Interpretation 2. The probability that a randomly selected gas tank will have between 18 and 21 miles per gallon is 0.1107.

7.2

5.

  1. Area = 0.0071
  2. Area = 0.3336
  3. Area = 0.9115
  4. Area = 0.9998

7.

  1. Area = 0.9987
  2. Area = 0.9441
  3. Area = 0.0375
  4. Area = 0.0009

9.

  1. Area = 0.9586
  2. Area = 0.2088
  3. Area = 0.8479

11.

  1. Area = 0.0456
  2. Area = 0.0646
  3. Area = 0.5203

13. z = -1.28

15. z = 0.67

17. z1 = -2.575, z2 = 2.575

33. x = 40.62 is at the 9th percentile

35. x = 56.16 is at the 81st percentile

37.

shadenorm(mu = 21, sig = 1.0, below = -1000, col = "blue", dens=200)
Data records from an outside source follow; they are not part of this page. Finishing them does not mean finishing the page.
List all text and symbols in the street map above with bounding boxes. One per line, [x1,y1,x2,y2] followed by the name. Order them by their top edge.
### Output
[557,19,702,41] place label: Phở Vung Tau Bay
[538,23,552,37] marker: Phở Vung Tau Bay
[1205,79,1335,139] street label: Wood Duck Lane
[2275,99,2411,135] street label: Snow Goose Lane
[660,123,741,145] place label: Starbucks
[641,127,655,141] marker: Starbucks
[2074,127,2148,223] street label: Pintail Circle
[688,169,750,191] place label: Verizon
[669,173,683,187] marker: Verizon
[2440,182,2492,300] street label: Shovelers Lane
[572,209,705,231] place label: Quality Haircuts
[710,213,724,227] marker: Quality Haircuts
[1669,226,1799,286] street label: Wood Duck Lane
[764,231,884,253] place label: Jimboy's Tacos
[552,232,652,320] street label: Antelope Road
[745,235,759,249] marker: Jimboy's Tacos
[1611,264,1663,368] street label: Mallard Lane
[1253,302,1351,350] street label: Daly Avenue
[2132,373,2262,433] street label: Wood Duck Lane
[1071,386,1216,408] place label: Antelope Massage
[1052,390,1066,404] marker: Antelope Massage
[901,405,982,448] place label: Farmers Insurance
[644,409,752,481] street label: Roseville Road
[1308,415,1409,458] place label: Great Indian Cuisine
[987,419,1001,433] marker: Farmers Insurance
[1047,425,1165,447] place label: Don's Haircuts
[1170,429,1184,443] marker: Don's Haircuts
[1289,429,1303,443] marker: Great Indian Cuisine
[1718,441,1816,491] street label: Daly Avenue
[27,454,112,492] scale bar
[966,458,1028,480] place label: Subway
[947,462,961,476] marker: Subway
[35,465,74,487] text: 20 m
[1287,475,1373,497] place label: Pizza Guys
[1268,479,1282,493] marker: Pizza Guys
  1. P(X<20) = 0.1587. If 100 eggs are randomly chosen, we would expect 16 to incubate in less than 20 days.
  2. P(X>22) = 0.1587. If 100 eggs are randomly chosen, we would expect 16 to incubate in more than 22 days.
  3. P(19 less than or equal to X less than or equal to 21) = 0.4772. If 100 eggs are randomly chosen, we would expect 48 to incubate in between 19 and 21 days.
  4. Yes, P(X<18) = 0.0013. The model suggests that about 1 egg in 1000 incubates in less than 18 days.

39.

  1. P(1000 less than or equal to X les than or equal to 1400) = 0.8658
  2. P(X<1000) = 0.0132
  3. 0.7019 of the bags have more than 1200 chocolate chips
  4. 0.1230 of the bags have fewwer than 1125 chocolate chips
  5. A bag that contains 1475 chocolate chips is at the 96th percentile
  6. A bag that contains 1050 chocolate chips is at the 4th percentile

41.

  1. 0.4013 of pregnancies last more than 270 days
  2. 0.1587 of pregnancies last fewer than 250 days
  3. 0.7590 of pregnancies last between 240 and 280 days
  4. P(X>280) = 0.1894
  5. P(X less than or equal to 245) = 0.0951
  6. Yes, 0.0043 of births are very preterm. So about 4 births in 1000 births are preterm.

43.

  1. 0.0764 of the rods have a length of less than 24.9 cm
  2. 0.0324 of the rods will be discarded
  3. The plant manager expects to discard 162 of the 5000 rods manufactured.
  4. To meet the order, the plant manager should manufacture 11,804 rods.